* COLLECTED DATA
== Segment start ==
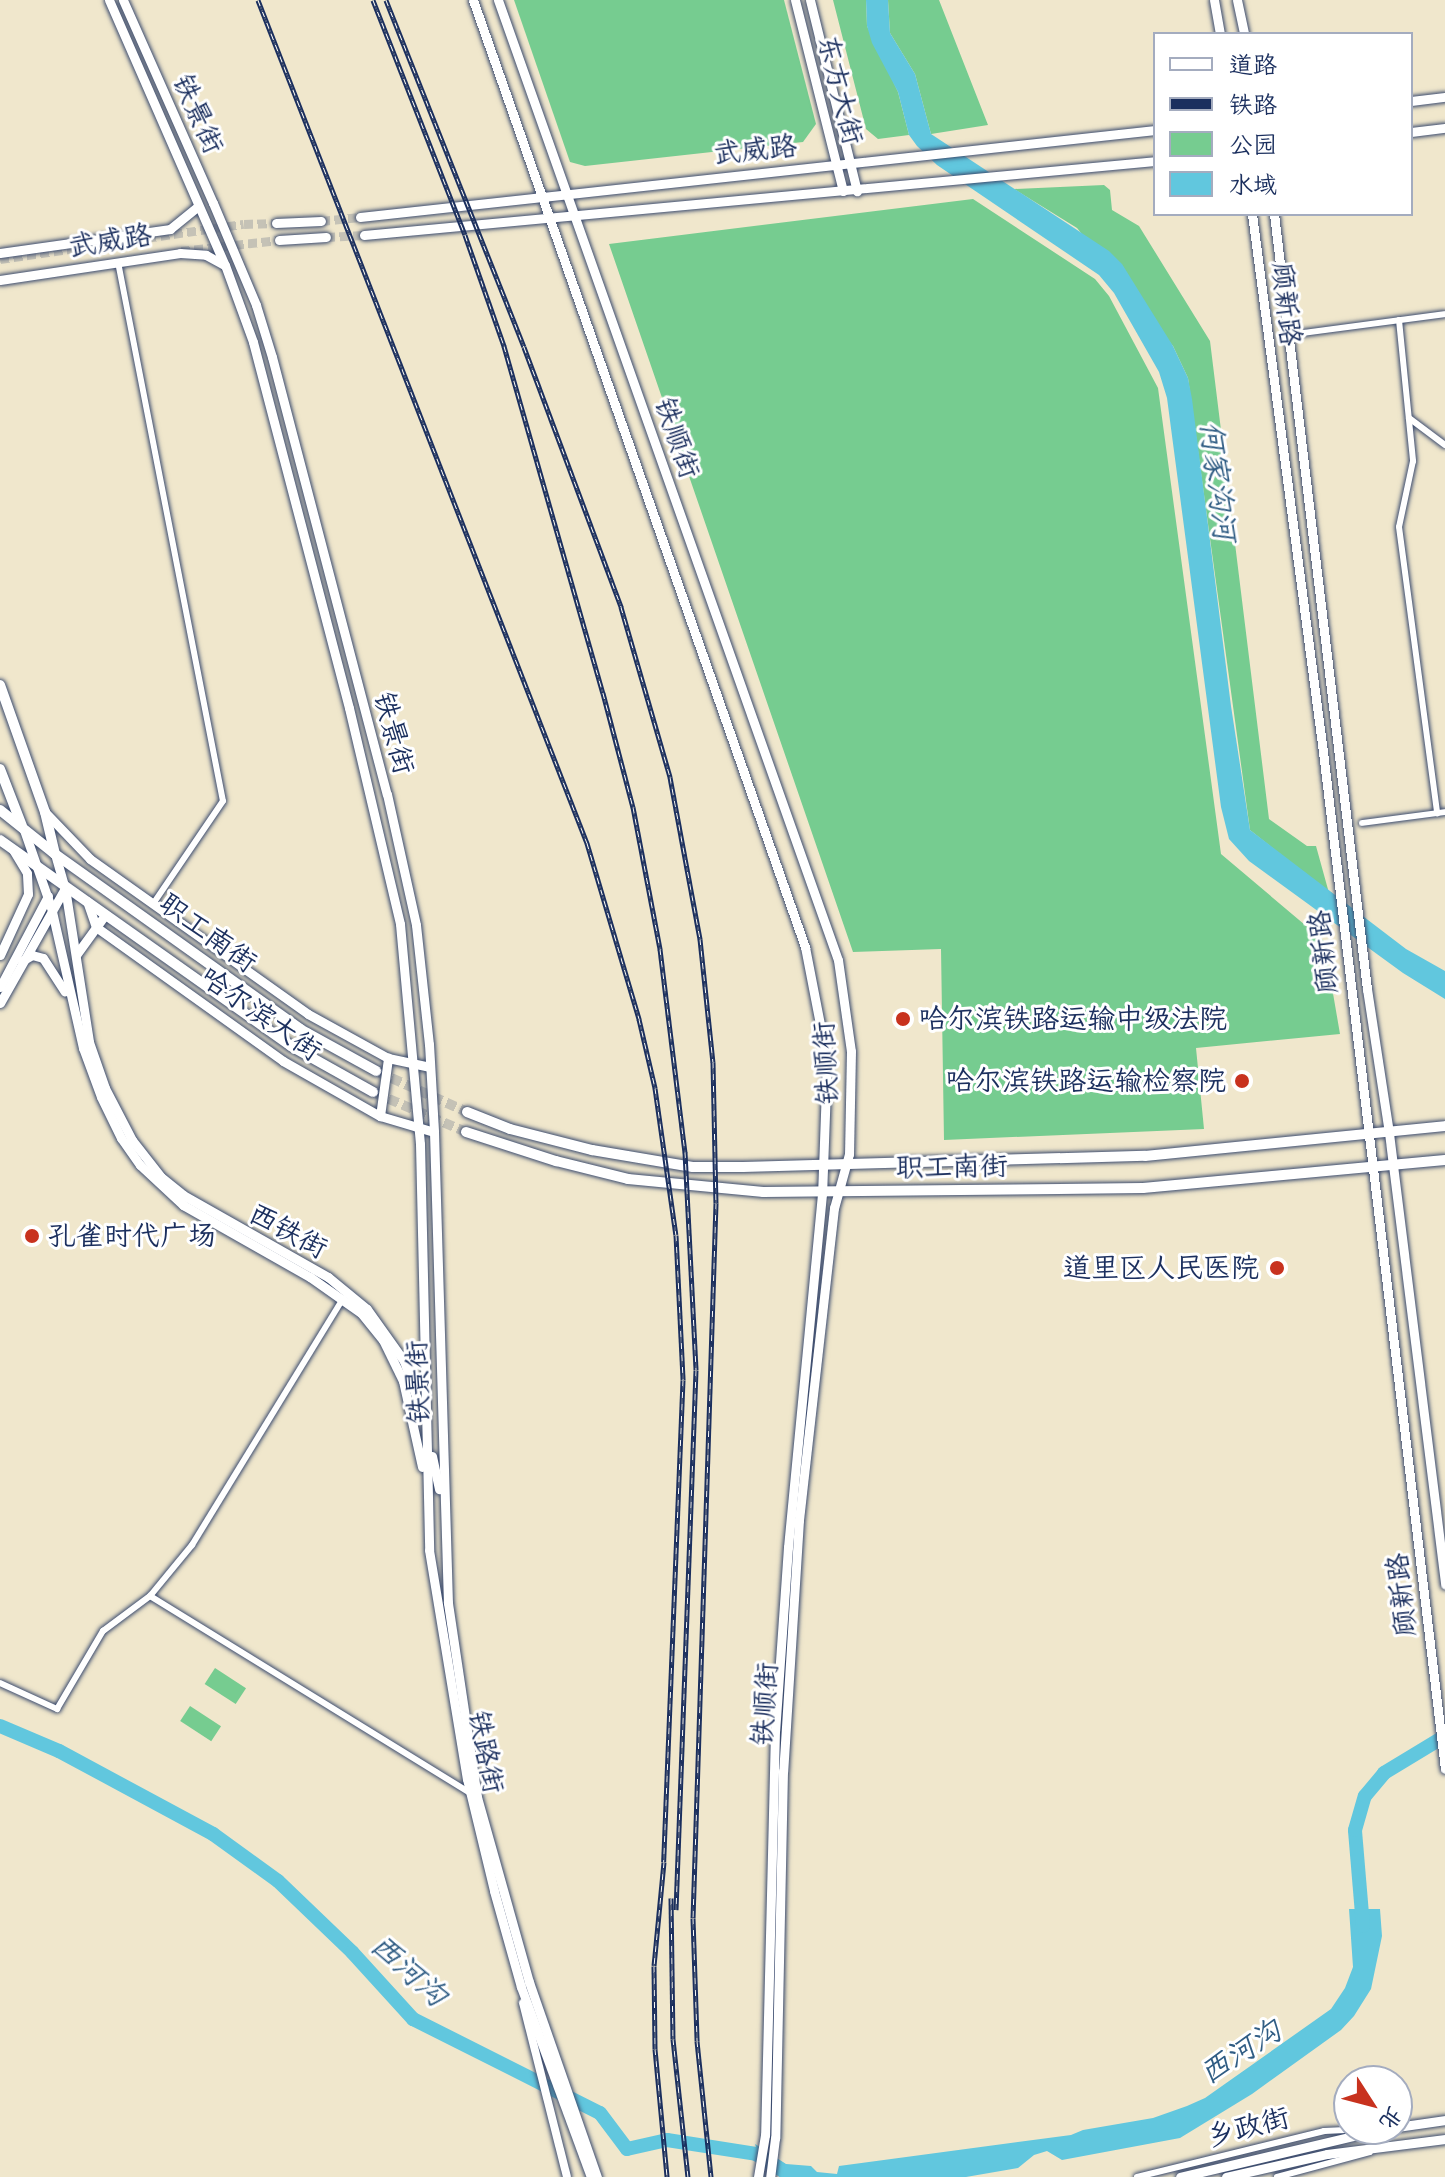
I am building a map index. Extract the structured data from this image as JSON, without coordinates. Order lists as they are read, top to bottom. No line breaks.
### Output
{"streets":{"main road":["东方大街","铁景街","武威路","顾新路","铁顺街","职工南街","哈尔滨大街","西铁街","铁路街","乡政街"]},"crossings":[["东方大街","武威路"],["铁景街","武威路"],["铁景街","哈尔滨大街"],["铁景街","西铁街"],["铁景街","铁路街"],["武威路","铁顺街"],["顾新路","职工南街"],["铁顺街","职工南街"],["职工南街","哈尔滨大街"],["西铁街","铁路街"]],"water":["何家沟河","西河沟"],"places":["哈尔滨铁路运输中级法院","哈尔滨铁路运输检察院","孔雀时代广场","道里区人民医院"],"legend":["道路","铁路","公园","水域"],"north":"bottom right"}
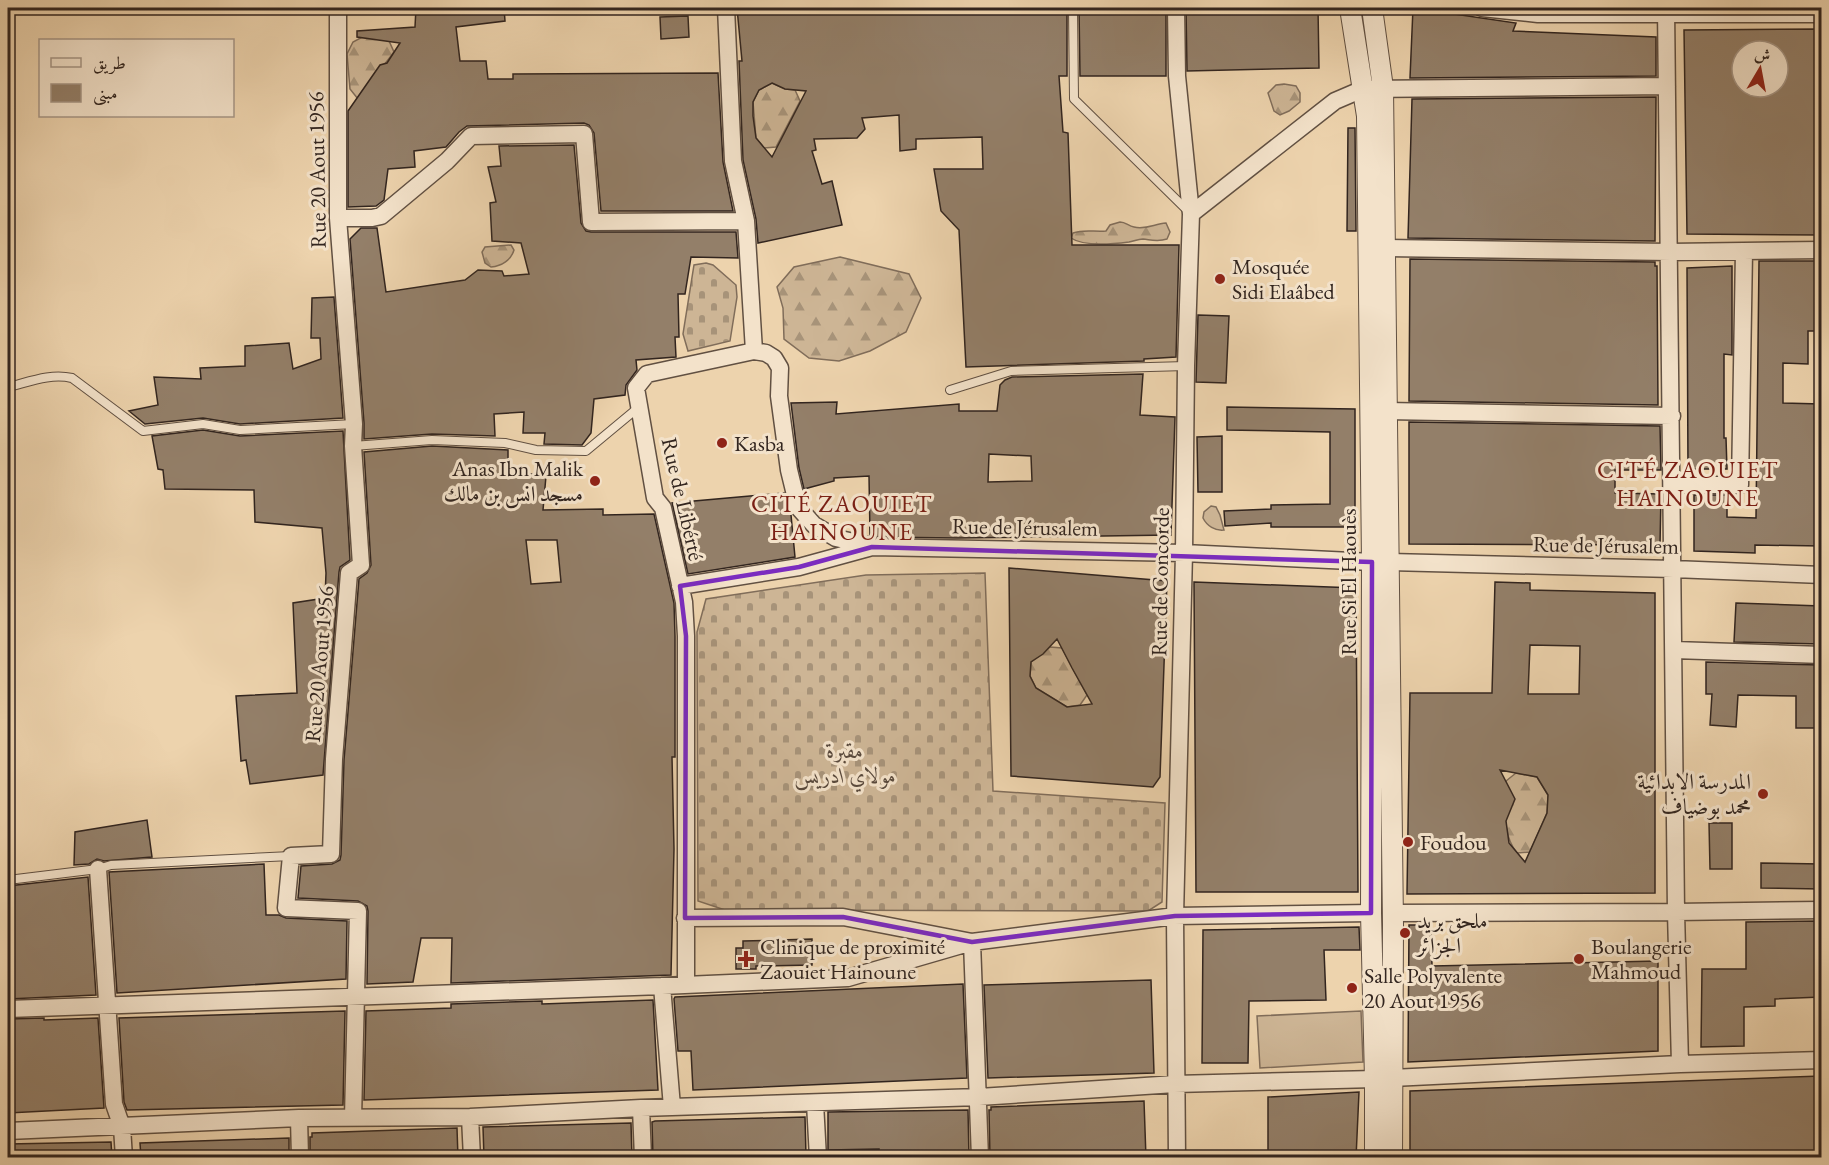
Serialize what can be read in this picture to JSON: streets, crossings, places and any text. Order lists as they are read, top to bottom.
== Segment end ==
* INSTRUCTIONS TO FOLLOW
The whole listing should be printed again exactly as written, images excluded.

* SOLUTION BELOW
I am building a map index. Extract the structured data from this image as JSON, without coordinates. Order lists as they are read, top to bottom. No line breaks.
### Output
{"streets":{"main road":["东方大街","铁景街","武威路","顾新路","铁顺街","职工南街","哈尔滨大街","西铁街","铁路街","乡政街"]},"crossings":[["东方大街","武威路"],["铁景街","武威路"],["铁景街","哈尔滨大街"],["铁景街","西铁街"],["铁景街","铁路街"],["武威路","铁顺街"],["顾新路","职工南街"],["铁顺街","职工南街"],["职工南街","哈尔滨大街"],["西铁街","铁路街"]],"water":["何家沟河","西河沟"],"places":["哈尔滨铁路运输中级法院","哈尔滨铁路运输检察院","孔雀时代广场","道里区人民医院"],"legend":["道路","铁路","公园","水域"],"north":"bottom right"}
Serialize what can be read in this picture to JSON: streets, crossings, places and any text. Order lists as they are read, top to bottom.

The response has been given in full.